### TASK OBJECTIVE:
When the line with "function write(font, color, halo, rows, align" appears below, start repeating lines exactly, and keep going through the line with "ctx.lineWidth = 3;"; add nothing outside that span.

### Collected data entries:
--- START ---

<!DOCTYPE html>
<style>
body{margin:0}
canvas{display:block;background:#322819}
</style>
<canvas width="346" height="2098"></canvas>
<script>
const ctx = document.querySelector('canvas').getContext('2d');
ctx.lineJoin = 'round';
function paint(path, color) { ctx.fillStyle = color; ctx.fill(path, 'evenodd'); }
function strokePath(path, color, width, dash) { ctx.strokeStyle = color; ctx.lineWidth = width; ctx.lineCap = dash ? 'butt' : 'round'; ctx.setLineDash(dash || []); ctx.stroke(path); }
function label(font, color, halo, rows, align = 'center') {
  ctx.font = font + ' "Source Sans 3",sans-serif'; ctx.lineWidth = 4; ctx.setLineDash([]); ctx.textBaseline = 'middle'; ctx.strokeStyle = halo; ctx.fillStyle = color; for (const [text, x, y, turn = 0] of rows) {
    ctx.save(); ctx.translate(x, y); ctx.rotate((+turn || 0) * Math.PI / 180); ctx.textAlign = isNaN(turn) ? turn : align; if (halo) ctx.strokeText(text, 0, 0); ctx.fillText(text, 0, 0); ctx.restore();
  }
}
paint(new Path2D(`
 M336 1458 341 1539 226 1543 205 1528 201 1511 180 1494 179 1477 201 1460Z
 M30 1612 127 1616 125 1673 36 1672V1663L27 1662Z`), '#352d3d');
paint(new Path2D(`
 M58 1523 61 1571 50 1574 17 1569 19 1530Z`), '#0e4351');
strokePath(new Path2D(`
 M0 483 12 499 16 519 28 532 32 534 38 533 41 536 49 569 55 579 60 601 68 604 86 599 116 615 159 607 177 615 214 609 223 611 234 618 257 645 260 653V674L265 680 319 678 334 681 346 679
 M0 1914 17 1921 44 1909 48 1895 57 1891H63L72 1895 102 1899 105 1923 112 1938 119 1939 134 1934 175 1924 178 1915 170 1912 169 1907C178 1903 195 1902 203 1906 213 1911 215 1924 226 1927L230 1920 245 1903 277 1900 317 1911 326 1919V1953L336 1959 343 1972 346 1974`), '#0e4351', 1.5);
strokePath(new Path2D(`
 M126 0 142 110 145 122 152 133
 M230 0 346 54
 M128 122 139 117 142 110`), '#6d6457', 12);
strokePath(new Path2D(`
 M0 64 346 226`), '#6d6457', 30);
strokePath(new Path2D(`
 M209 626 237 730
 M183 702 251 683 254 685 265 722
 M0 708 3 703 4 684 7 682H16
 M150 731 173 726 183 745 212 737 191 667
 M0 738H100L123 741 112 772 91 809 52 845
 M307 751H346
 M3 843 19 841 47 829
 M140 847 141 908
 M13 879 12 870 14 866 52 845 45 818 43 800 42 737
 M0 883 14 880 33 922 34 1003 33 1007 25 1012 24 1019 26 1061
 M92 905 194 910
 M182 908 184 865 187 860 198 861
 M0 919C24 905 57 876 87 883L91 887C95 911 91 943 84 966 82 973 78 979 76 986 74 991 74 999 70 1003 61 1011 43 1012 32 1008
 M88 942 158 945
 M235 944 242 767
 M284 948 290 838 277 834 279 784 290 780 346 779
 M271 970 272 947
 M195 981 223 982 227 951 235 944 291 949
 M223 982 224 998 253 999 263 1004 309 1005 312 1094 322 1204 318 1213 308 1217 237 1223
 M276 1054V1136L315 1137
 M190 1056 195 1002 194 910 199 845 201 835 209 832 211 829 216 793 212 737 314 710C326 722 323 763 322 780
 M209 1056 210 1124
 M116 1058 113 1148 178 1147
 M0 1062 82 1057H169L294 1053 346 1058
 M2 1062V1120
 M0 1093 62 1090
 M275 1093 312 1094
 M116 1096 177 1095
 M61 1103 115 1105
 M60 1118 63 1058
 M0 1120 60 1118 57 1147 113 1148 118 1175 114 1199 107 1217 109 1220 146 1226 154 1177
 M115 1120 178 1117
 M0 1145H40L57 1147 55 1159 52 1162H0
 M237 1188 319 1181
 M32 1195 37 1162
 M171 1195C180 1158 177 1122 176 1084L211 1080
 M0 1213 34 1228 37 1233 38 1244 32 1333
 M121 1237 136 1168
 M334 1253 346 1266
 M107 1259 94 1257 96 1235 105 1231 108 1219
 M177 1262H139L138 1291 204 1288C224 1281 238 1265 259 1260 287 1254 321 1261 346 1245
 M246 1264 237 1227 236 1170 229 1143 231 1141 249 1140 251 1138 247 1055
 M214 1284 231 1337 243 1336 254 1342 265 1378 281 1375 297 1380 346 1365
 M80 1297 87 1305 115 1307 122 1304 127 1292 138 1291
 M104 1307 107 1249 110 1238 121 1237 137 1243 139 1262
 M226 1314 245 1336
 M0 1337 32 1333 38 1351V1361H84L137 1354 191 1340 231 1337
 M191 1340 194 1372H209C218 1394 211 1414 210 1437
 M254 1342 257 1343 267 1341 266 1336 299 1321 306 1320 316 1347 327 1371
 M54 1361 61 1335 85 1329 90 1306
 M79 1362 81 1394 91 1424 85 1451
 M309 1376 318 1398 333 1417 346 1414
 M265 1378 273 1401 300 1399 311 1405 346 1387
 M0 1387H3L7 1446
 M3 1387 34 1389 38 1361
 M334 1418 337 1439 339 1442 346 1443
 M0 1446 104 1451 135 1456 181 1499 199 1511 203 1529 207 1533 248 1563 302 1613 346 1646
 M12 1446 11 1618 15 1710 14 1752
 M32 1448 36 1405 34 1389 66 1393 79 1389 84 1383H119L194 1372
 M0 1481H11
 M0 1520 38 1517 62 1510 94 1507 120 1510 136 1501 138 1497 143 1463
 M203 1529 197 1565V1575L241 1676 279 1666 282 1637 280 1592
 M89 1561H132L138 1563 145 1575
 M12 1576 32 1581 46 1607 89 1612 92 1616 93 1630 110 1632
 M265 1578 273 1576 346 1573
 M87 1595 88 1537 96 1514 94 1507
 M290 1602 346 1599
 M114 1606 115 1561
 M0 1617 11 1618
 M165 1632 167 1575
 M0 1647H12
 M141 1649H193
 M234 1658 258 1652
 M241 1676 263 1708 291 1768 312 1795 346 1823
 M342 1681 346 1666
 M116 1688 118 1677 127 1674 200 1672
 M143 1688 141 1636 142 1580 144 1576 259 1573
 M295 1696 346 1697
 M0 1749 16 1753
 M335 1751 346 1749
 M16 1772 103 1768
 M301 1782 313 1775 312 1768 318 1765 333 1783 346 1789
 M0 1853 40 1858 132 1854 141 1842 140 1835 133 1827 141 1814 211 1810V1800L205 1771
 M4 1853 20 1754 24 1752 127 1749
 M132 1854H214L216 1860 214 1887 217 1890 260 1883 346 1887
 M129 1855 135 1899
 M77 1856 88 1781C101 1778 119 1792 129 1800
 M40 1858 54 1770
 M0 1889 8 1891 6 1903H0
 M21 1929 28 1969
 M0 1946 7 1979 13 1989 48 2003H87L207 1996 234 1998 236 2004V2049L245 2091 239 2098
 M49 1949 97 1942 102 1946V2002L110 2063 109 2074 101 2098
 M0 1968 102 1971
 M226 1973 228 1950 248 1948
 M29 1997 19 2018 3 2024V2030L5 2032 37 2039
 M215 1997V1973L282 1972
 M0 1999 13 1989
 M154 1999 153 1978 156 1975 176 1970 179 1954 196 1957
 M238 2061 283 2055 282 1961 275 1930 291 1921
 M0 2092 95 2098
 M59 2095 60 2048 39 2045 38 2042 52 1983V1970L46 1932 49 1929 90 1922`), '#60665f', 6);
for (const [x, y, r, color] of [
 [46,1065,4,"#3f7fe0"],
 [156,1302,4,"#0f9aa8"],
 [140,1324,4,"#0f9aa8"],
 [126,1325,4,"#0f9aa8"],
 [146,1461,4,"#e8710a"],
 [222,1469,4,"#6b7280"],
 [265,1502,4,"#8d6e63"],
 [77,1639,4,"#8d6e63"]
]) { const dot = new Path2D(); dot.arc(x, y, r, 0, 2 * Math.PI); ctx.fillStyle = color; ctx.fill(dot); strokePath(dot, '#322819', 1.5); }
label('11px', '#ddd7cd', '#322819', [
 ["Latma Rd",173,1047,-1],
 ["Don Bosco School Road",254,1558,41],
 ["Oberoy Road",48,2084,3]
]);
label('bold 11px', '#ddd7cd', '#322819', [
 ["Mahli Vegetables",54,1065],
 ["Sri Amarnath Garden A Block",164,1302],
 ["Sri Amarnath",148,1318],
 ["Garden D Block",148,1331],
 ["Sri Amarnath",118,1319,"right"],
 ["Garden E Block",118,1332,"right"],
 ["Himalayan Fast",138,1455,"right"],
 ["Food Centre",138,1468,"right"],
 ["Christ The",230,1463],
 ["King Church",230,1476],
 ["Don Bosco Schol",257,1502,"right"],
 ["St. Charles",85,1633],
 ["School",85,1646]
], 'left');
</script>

--- END ---
--- START ---

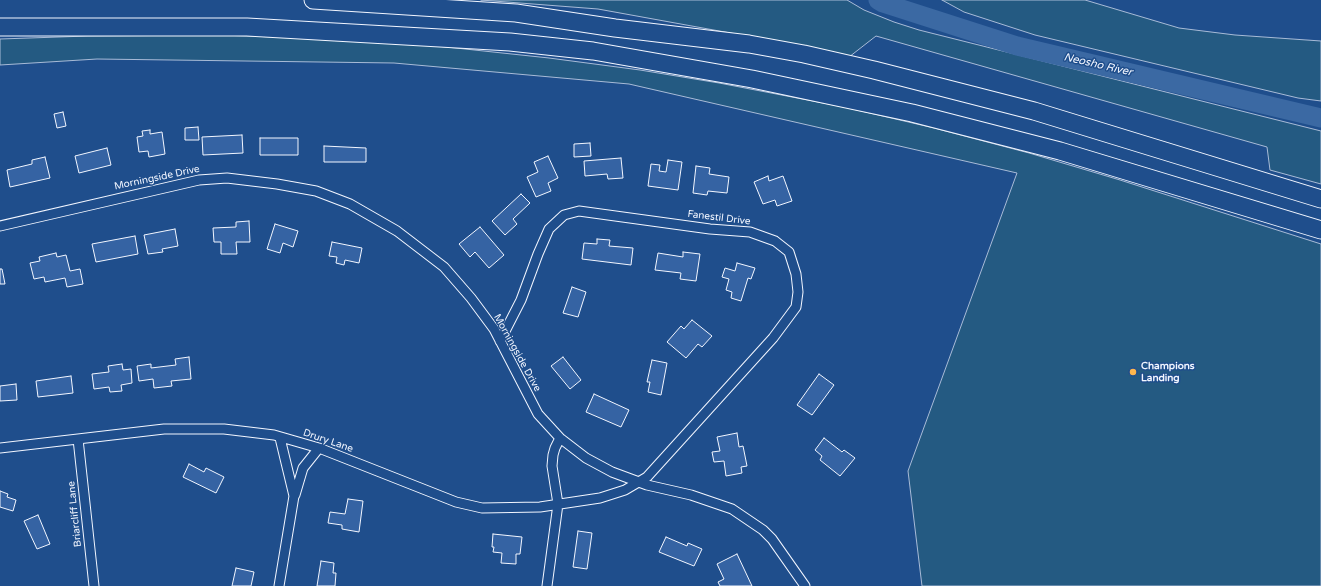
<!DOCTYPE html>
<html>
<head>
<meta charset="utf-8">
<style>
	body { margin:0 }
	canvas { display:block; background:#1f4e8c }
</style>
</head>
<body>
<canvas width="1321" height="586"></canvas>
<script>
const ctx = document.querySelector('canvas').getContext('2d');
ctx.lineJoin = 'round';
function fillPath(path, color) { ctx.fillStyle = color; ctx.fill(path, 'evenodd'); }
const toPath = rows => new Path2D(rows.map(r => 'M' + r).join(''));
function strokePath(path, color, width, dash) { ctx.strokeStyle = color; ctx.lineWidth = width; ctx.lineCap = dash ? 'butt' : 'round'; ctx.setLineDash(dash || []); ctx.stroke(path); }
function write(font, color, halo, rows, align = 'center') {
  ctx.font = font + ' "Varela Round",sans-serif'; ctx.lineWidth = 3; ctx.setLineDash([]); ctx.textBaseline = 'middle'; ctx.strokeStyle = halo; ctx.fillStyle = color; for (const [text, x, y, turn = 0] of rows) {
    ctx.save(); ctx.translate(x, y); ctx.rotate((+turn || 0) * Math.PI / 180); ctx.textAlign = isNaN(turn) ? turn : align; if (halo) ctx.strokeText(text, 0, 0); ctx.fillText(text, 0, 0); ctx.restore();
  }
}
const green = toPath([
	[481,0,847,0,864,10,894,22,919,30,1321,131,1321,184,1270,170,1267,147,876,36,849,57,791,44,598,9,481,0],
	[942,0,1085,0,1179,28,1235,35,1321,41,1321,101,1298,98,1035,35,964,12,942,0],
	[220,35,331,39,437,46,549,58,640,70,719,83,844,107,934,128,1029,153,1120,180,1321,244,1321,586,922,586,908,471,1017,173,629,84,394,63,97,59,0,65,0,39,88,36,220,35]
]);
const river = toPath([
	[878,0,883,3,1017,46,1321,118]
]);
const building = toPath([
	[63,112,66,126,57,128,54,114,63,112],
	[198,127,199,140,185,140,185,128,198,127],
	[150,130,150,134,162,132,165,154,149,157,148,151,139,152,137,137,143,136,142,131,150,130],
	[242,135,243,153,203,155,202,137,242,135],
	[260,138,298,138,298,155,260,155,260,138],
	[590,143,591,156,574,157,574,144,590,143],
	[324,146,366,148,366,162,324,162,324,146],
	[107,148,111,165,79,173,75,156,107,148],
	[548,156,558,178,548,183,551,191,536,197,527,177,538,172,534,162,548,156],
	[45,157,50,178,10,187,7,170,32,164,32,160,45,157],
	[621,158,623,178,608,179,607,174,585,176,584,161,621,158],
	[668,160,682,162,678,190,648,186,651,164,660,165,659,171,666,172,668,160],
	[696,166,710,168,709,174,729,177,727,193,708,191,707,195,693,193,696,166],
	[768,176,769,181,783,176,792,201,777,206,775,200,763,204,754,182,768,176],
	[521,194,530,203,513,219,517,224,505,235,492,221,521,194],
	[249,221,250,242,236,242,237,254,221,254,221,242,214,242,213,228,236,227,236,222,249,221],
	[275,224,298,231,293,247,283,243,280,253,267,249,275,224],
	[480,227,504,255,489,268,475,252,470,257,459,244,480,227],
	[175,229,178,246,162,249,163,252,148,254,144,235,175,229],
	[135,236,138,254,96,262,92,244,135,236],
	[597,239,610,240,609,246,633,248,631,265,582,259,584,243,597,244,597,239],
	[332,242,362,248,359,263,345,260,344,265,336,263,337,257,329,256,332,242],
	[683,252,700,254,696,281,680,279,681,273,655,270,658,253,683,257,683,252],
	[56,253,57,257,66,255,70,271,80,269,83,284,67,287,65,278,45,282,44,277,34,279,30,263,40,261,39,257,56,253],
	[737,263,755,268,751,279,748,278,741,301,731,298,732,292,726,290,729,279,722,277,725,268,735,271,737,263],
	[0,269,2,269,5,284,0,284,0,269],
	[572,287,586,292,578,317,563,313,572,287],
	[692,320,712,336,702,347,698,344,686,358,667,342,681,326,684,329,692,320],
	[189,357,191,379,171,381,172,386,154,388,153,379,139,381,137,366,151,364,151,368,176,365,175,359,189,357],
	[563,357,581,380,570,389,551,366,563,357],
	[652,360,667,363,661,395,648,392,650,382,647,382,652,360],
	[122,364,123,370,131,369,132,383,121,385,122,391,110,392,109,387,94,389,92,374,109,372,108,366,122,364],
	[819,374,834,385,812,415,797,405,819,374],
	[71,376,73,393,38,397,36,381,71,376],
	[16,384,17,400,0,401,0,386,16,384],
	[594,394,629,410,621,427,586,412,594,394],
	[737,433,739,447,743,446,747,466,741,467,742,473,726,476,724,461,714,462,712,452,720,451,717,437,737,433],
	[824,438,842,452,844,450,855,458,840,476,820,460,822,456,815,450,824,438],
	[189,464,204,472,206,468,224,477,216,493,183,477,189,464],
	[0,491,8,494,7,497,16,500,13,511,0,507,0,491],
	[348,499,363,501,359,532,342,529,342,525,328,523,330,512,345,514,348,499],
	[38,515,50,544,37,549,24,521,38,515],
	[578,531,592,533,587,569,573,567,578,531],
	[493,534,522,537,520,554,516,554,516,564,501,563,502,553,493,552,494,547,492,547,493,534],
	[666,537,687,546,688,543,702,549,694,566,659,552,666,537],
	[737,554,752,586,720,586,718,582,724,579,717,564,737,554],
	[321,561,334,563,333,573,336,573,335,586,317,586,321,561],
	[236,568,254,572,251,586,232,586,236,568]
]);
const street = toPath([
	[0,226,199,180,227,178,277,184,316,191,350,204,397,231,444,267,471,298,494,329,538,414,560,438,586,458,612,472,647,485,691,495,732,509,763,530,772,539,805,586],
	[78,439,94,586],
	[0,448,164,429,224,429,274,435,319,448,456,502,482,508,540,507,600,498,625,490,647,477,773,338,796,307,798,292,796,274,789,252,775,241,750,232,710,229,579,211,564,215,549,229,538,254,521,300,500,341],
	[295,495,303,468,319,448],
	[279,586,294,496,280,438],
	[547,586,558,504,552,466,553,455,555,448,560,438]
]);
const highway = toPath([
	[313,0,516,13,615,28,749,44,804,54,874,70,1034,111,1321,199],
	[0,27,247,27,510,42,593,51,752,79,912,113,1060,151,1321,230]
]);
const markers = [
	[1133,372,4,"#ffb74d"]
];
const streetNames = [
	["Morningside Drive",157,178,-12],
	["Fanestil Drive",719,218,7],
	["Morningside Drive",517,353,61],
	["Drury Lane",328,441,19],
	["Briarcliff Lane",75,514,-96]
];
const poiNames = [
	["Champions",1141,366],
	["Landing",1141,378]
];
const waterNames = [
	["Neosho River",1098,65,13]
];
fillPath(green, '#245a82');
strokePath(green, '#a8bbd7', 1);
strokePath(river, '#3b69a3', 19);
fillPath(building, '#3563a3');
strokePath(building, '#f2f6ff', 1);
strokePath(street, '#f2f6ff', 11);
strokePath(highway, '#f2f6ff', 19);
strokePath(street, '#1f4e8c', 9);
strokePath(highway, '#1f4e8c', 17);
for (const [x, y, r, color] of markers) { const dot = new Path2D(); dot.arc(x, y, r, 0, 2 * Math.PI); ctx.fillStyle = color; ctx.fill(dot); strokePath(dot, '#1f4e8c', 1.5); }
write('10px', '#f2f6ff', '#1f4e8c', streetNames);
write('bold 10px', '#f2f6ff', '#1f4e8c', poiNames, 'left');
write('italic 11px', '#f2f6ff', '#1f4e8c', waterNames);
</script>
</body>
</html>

--- END ---
--- START ---

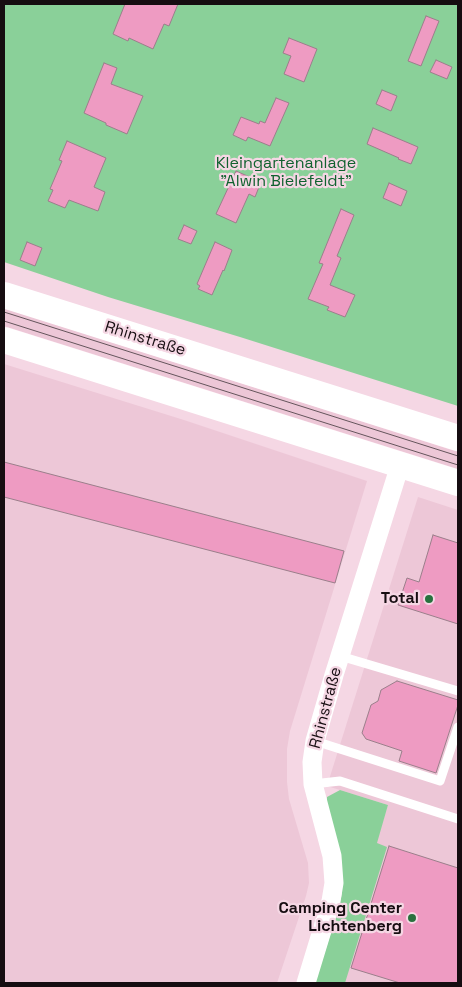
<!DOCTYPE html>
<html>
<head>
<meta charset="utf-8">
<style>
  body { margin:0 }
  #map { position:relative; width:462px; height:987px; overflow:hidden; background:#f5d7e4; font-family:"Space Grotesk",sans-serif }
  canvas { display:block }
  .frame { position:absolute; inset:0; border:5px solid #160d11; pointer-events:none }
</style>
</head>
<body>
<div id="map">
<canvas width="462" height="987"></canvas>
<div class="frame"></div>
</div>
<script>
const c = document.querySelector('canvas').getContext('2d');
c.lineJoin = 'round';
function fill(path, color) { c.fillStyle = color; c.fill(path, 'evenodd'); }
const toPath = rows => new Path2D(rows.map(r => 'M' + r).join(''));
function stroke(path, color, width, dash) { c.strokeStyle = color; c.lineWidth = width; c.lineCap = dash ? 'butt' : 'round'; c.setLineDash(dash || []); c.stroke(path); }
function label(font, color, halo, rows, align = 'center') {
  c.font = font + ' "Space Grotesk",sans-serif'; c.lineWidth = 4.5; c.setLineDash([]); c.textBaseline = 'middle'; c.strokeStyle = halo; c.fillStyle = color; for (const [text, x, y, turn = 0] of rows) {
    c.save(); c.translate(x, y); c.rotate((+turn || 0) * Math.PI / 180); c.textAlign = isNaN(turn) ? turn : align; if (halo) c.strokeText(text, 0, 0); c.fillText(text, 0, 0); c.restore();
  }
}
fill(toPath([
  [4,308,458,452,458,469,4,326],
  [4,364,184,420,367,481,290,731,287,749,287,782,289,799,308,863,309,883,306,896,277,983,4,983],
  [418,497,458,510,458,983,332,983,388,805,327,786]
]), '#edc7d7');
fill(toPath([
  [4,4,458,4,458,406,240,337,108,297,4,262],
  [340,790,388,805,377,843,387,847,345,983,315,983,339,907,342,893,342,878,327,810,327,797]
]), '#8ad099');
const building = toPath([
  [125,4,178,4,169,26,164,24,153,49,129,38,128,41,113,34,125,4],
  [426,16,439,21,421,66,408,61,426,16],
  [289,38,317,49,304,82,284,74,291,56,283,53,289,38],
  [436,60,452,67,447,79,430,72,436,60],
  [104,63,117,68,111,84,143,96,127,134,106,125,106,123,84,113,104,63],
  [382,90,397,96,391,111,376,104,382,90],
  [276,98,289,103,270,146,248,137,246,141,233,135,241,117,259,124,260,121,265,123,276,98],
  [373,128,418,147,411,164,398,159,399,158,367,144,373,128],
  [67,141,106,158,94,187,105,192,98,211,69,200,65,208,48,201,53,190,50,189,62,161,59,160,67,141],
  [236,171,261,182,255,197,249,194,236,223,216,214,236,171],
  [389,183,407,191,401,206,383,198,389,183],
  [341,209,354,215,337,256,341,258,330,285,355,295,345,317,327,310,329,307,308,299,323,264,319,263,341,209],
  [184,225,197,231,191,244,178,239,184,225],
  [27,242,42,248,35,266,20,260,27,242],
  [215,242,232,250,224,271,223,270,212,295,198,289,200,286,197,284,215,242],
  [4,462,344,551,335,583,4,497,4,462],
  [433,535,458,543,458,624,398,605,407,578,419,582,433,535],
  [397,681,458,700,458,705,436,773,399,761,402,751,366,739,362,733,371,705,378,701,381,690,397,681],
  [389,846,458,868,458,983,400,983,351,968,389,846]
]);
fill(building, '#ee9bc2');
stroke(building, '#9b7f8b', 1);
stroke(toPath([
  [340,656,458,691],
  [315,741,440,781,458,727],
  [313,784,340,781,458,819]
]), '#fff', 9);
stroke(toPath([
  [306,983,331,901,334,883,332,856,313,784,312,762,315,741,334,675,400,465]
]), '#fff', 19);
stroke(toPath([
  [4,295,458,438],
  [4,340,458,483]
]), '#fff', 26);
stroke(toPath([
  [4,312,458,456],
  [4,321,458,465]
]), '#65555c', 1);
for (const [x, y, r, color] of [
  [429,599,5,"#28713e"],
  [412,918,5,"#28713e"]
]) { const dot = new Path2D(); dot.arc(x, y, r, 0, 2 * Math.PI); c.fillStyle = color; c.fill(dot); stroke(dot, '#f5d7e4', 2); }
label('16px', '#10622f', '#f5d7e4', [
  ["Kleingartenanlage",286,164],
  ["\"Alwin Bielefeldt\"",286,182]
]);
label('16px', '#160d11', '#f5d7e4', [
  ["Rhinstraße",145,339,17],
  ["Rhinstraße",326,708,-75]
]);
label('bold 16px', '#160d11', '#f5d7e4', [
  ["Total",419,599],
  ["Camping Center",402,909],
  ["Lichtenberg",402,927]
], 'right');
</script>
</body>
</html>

--- END ---

### EXERCISE RESPONSE:
function write(font, color, halo, rows, align = 'center') {
  ctx.font = font + ' "Varela Round",sans-serif'; ctx.lineWidth = 3; ctx.setLineDash([]); ctx.textBaseline = 'middle'; ctx.strokeStyle = halo; ctx.fillStyle = color; for (const [text, x, y, turn = 0] of rows) {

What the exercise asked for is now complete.